Wednesday, April 26, 2006

I guess THE GROUNDHOGS, a heavy 1960s-70s UK stun-blues act still recording & playing under that name today, have been out there all along, waiting for me & you to get wise to them. Me, I didn’t get there until I heard this 1970 LP, their third, called “Thank Christ For The Bomb”, which is revelatory in its fluid, ear-ringing heaviness.

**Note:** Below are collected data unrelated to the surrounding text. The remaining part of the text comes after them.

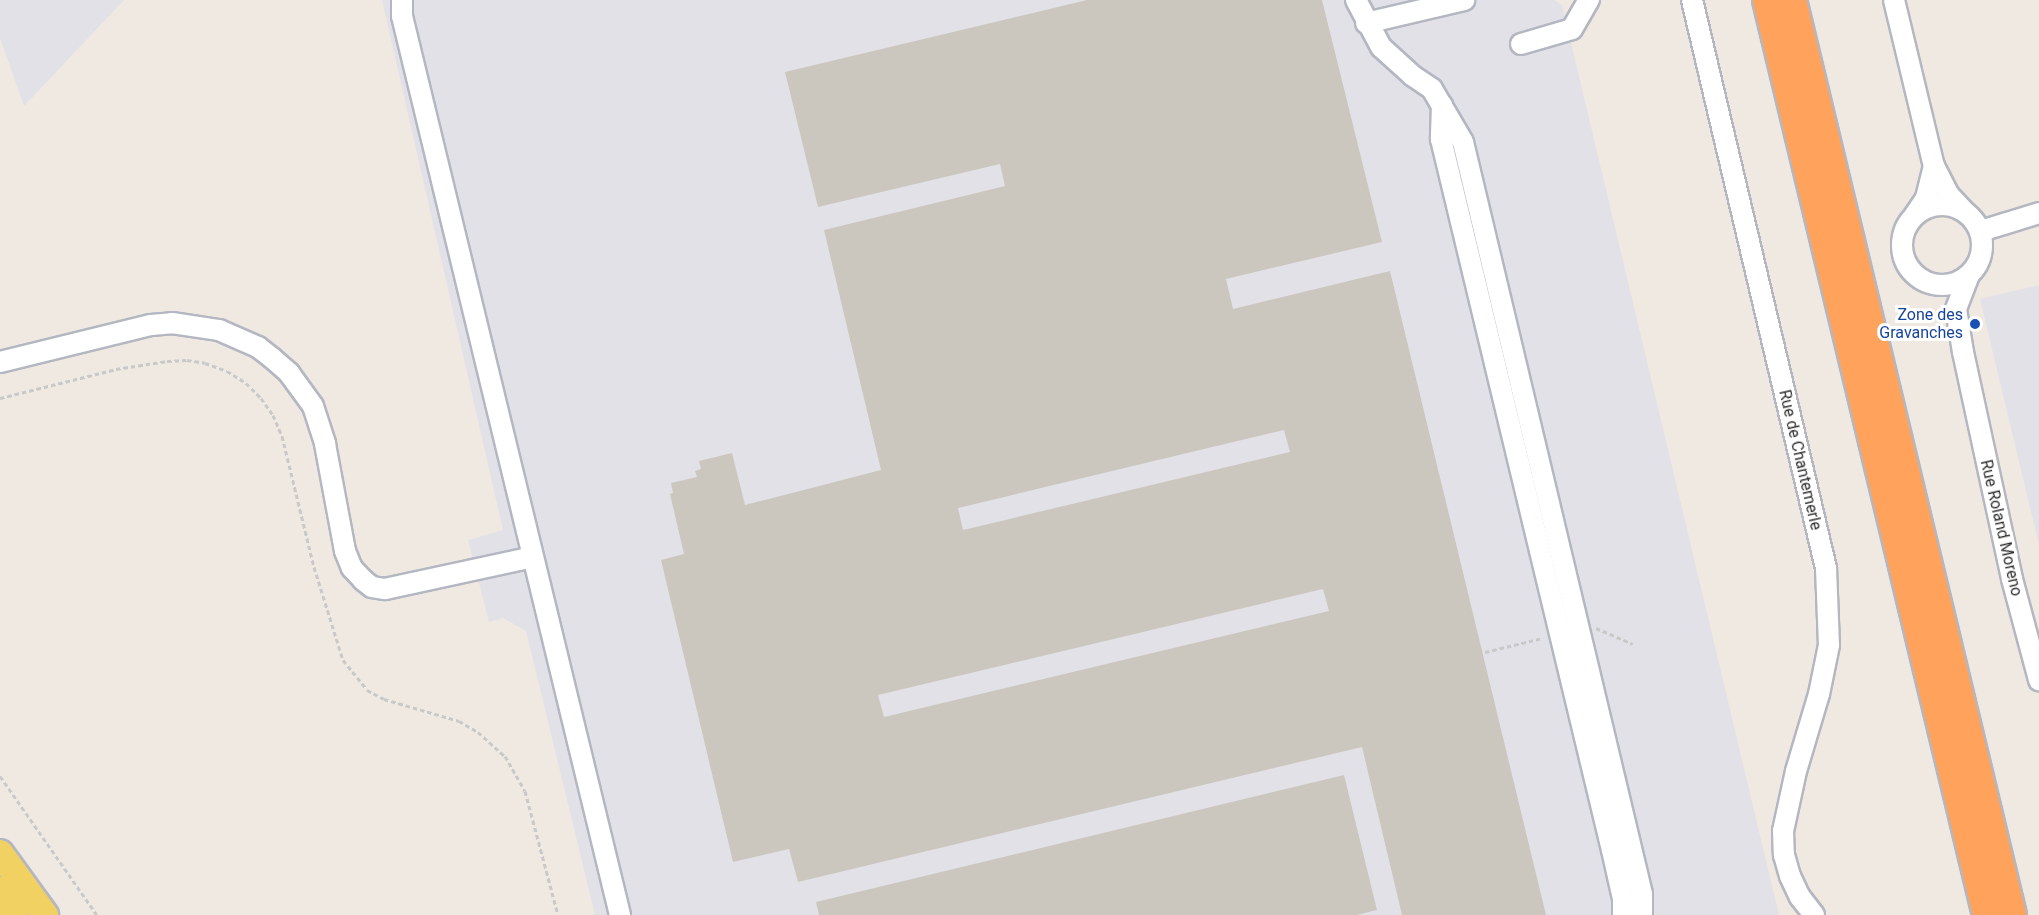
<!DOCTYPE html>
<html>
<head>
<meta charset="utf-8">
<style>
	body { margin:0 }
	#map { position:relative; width:2039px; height:915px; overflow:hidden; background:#efe9e1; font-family:Roboto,sans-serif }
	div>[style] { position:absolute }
	.industrial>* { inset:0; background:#e3e1e8 }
	.building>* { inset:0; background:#cbc7bf }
	.path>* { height:3px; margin-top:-1.5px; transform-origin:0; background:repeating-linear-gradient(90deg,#c9c9c9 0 4.5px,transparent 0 7.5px) }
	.roads { filter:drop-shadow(2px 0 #b4b7c1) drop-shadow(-2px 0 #b4b7c1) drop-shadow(0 2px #b4b7c1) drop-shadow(0 -2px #b4b7c1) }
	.minor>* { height:20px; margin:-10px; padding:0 10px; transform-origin:10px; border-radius:10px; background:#fff }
	.minor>.ring { margin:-10px; padding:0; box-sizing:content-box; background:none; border:20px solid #fff; border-radius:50% }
	.major>* { height:26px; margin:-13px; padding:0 13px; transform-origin:13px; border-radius:13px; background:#f2d163 }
	.highway>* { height:30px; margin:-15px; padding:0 15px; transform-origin:15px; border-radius:15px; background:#ffa35c }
	.dots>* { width:16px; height:16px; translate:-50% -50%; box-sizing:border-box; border:3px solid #fff; border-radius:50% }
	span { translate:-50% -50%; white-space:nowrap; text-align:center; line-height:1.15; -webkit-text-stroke:6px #fff; paint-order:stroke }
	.transit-label { font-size:16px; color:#164399 }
	.right { translate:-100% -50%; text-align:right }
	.street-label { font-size:16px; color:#2e2e2e }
</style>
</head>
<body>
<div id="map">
	<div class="industrial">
		<div style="clip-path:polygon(0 0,124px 0,24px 106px,0 38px)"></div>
		<div style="clip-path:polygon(382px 0,1554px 0,1562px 5px,1779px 915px,595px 915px,526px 631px,503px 618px,489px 622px,468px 540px,503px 530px)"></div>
		<div style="clip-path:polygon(2039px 285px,2039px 545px,1980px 299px)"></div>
	</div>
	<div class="building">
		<div style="clip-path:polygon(evenodd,1087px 0,1322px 0,1382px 242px,1226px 279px,1233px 309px,1390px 271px,1546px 915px,1402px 915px,1362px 747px,798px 882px,789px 849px,733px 862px,661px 560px,684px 554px,670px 494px,673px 493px,671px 483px,697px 477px,695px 471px,701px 469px,699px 461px,732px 453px,745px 505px,881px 470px,824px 230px,1005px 186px,1000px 164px,818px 207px,785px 72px,1087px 0,1284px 430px,1290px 452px,963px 530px,958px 508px,1284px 430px,1087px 0,1323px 589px,1329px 611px,884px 717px,878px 695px,1323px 589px)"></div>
		<div style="clip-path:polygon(1344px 775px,1377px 910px,1357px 915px,819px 915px,816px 902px)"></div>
	</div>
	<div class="path">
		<div style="left:0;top:398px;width:120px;rotate:-14deg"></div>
		<div style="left:116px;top:369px;width:52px;rotate:-8.9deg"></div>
		<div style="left:167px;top:361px;width:20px;rotate:-3deg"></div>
		<div style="left:187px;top:360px;width:18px;rotate:9deg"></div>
		<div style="left:205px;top:363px;width:23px;rotate:20deg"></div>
		<div style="left:227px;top:371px;width:22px;rotate:32deg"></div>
		<div style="left:246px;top:383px;width:21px;rotate:45deg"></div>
		<div style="left:261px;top:398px;width:21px;rotate:55deg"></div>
		<div style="left:273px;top:415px;width:23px;rotate:67deg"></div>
		<div style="left:282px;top:436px;width:135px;rotate:76.3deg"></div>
		<div style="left:314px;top:567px;width:97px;rotate:72.7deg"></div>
		<div style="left:343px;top:660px;width:38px;rotate:51deg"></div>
		<div style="left:367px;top:690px;width:19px;rotate:28deg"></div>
		<div style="left:384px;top:699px;width:78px;rotate:16.3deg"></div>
		<div style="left:459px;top:721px;width:22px;rotate:30deg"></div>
		<div style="left:478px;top:732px;width:36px;rotate:42deg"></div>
		<div style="left:505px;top:756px;width:40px;rotate:60.3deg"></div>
		<div style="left:525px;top:791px;width:128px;rotate:75.1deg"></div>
		<div style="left:1596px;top:628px;width:40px;rotate:23.4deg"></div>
		<div style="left:1485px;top:652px;width:60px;rotate:-13.6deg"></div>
		<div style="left:0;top:776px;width:169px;rotate:55.1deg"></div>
	</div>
	<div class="roads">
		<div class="minor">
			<div style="left:402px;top:0;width:16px;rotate:90deg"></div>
			<div style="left:402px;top:16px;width:925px;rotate:76.37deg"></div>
			<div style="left:1356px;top:0;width:53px;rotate:62deg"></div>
			<div style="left:1381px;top:47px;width:43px;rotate:42.2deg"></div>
			<div style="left:1413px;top:76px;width:23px;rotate:34deg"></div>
			<div style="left:1432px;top:89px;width:61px;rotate:59.7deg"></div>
			<div style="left:1463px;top:142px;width:773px;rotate:76.61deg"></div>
			<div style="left:1642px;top:894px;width:21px;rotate:90deg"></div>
			<div style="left:1692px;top:0;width:584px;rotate:76.73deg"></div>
			<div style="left:1826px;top:568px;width:77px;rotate:87.8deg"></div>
			<div style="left:1829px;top:645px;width:50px;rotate:101.5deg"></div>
			<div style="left:1819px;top:694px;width:80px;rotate:106.6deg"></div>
			<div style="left:1796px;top:771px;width:61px;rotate:102.2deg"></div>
			<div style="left:1783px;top:831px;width:24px;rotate:88deg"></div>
			<div style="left:1784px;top:855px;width:22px;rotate:74deg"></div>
			<div style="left:1790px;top:876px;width:23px;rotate:65deg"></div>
			<div style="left:1800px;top:897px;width:23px;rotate:52deg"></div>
			<div style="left:1894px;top:0;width:171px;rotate:76.5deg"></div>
			<div style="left:1934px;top:166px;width:33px;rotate:63deg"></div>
			<div style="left:1949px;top:195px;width:22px;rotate:47deg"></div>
			<div style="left:1366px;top:23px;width:101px;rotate:-13.2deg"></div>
			<div style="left:1521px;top:44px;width:53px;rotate:-16.4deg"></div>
			<div style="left:1572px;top:29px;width:34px;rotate:-60deg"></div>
			<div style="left:1442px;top:105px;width:34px;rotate:92deg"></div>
			<div style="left:1441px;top:139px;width:731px;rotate:76.48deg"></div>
			<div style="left:1612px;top:850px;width:50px;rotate:77.3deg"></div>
			<div style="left:1623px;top:899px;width:16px;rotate:90deg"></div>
			<div class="ring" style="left:1902px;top:205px;width:60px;height:60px"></div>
			<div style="left:1914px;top:216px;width:22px;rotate:-56deg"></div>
			<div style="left:1926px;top:198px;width:33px;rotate:-76deg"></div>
			<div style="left:1981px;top:231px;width:61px;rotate:-17.2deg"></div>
			<div style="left:1969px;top:275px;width:36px;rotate:111deg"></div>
			<div style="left:1956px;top:309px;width:44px;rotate:80.8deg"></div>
			<div style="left:1963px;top:352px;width:232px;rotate:77.8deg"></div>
			<div style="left:2012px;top:579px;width:105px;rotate:75deg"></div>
			<div style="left:0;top:362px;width:155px;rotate:-13.8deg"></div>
			<div style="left:151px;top:325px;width:21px;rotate:-5deg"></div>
			<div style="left:172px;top:323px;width:48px;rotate:8.5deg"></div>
			<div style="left:219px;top:330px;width:43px;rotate:23.6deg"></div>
			<div style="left:258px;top:347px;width:18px;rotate:38deg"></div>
			<div style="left:272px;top:358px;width:23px;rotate:41deg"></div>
			<div style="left:289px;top:373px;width:41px;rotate:54deg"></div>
			<div style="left:313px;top:406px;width:40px;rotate:72deg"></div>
			<div style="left:325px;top:444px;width:109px;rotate:79.4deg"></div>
			<div style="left:345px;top:551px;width:18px;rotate:68deg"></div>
			<div style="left:352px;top:568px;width:16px;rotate:47deg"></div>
			<div style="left:363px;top:580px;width:11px;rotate:38deg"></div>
			<div style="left:372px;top:587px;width:13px;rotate:9deg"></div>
			<div style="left:385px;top:589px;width:151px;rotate:-12.2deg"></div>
		</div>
		<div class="major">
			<div style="left:0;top:853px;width:77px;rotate:54deg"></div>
			<div style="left:0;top:890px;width:29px;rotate:59deg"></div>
		</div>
		<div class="highway">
			<div style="left:1768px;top:0;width:941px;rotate:76.48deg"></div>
			<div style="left:1791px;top:0;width:941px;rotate:76.48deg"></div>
		</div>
	</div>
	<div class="dots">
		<div style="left:1975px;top:324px;background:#1a4fb4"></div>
	</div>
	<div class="transit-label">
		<span class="right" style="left:1963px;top:324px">Zone des<br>Gravanches</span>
	</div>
	<div class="street-label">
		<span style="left:1800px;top:460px;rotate:77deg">Rue de Chantemerle</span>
		<span style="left:2001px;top:528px;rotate:77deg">Rue Roland Moreno</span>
	</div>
</div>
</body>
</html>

I would have to lump these guys in with similarly bent, blues-influenced characters of the era like the HAMPTON GREASE BAND and the PINK FAIRIES, but the Groundhogs also have elements of the MC5’s explosive power when Tony McPhee fires up his axe and lays it down for a minute or two. Seriously, some of the best “solos” I’ve spun on the hi-fi in a while. “Strange Town” and “Soldier” and two of the hottest rock songs of their time, and given how strong & clear the vocals are and the fact that this is accessible enough to have been huge – well, wouldn’t you have thought these guys would have been at least half as world-renown as friggin’ LED ZEPPELIN? There’s something about “the British blues” of the 60s and early 70s that is just so inherently awful to me that if I’d believed the press I’m seeing online in digging up information on this band, I’d probably have avoided this without fail. Thankfully a few online scribes recently threw educated props the Groundhogs’ way & got me to take a peek, and I love what I’m hearing. So where does one travel to next in the band’s rich tapestry of recordings?